Liu Changsheng (刘长胜; 1903 – 20 January 1967), also known by several aliases including Wang Xiangbao (王相保), Luo Ying (罗英), Luo Yilong (罗义隆), Liu Ximin (刘希敏), and Liu Haoran (刘浩然), was a Chinese politician who served as vice chairman of the All-China Federation of Trade Unions.

== Biography ==
Liu was born in 1903 in Haiyang, Shandong Province. In 1922, he accompanied his uncle to Vladivostok in the Soviet Union, where he worked as a newsboy, shoemaker, and dockworker. He joined the All-Union Communist Party (Bolsheviks) in 1927 and became chairman of the Vladivostok Dockworkers' Union. In 1931, he worked as an instructor at the Far Eastern Regional Committee in Khabarovsk and also headed the New Script Committee. In 1933, he studied at the International Lenin School in Moscow.

In 1934, after the Comintern lost telegraphic contact with the Chinese Communist Party (CCP) in Shanghai, arrangements were made to reestablish communication with the Red Army in China. Liu Changsheng was dispatched from the Soviet Union carrying secret codes. He traveled via Mongolia and Xinjiang, eventually reaching northern Shaanxi in May 1936, where he reestablished contact with the CCP leadership.

Following his return, Liu was appointed head of the Northwest Executive Bureau of the All-China Federation of Trade Unions. In September 1937, the CCP sent him to Shanghai to help rebuild the underground party organization under the leadership of Liu Xiao. He successively held positions as a member of the Jiangsu Provincial Committee of the Chinese Communist Party, its organization minister, deputy secretary, and secretary of the Shanghai Workers' Movement Committee. Over twelve years of clandestine struggle under harsh conditions, Liu mobilized workers and the poor to join the New Fourth Army and the CCP's resistance forces. He also encouraged workers to form brotherhoods, cooperatives, and associations, promoting anti-Japanese activities. His writings, including On Soviet Trade Unions, and his editorial work on journals such as Friends, Labor, and Knowledge of Life, as well as the compilation Industry and Workers in Shanghai, played a key role in advancing the labor movement.

In October 1942, Liu reached the anti-Japanese base in Huainan, where he served as deputy head and later head of the Urban Work Department of the CCP Central China Bureau.
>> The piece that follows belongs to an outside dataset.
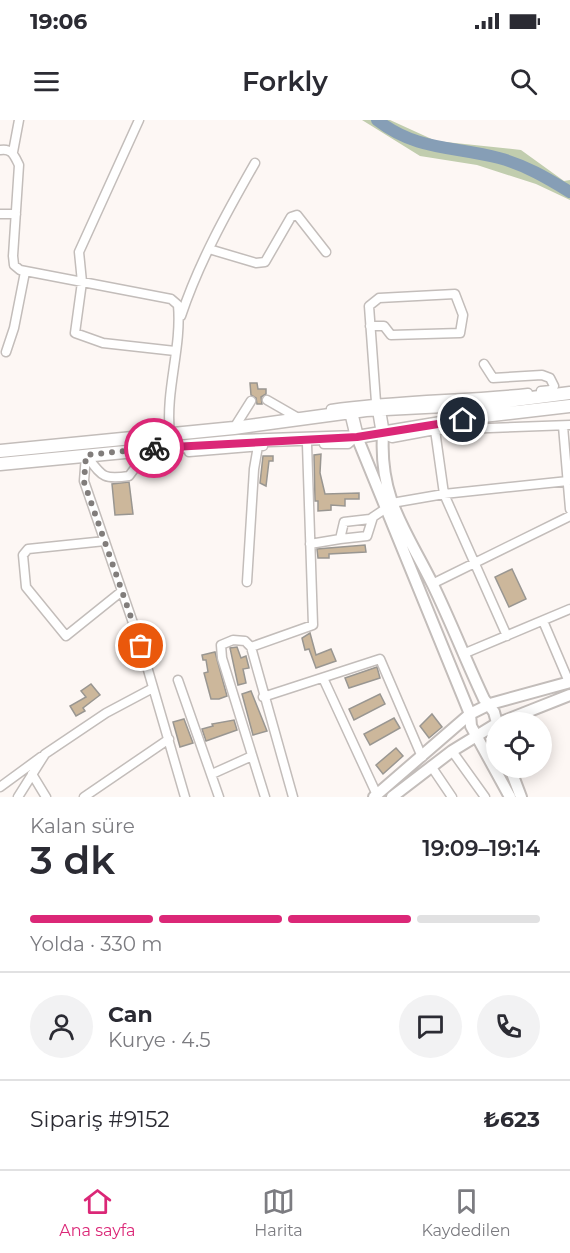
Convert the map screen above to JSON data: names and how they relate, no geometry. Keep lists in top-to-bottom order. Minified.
{"page":{"status":"19:06","header":"Forkly","heading":["3 dk","Kalan süre","19:09–19:14"],"panel":["Can","Kurye · 4.5","Sipariş #9152","₺623"],"bar":"Yolda · 330 m","tabs":["Ana sayfa","Harita","Kaydedilen"]}}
At the 7th National Congress of the Chinese Communist Party in 1945, he was elected an alternate member of the Central Committee. After the war, he returned to Shanghai in 1946 as secretary of the Shanghai Municipal Committee of the Chinese Communist Party, and in 1947 became deputy secretary of the CCP Shanghai Bureau. From 1946 to 1949, his residence at 81 Yuyuan Road served as one of the secret bases of the CCP Central Shanghai Bureau and the CCP Shanghai Committee.

After the founding of the People's Republic of China in 1949, Liu served as the third secretary of the CCP Shanghai Committee, chairman of the Shanghai Federation of Trade Unions, a member of the East China Bureau, and head of the East China Military and Political Committee's Labor Department. In 1953, he was elected vice chairman and secretary of the Secretariat of the All-China Federation of Trade Unions. At the 8th National Congress of the Chinese Communist Party in 1956, he was elected to the Central Committee.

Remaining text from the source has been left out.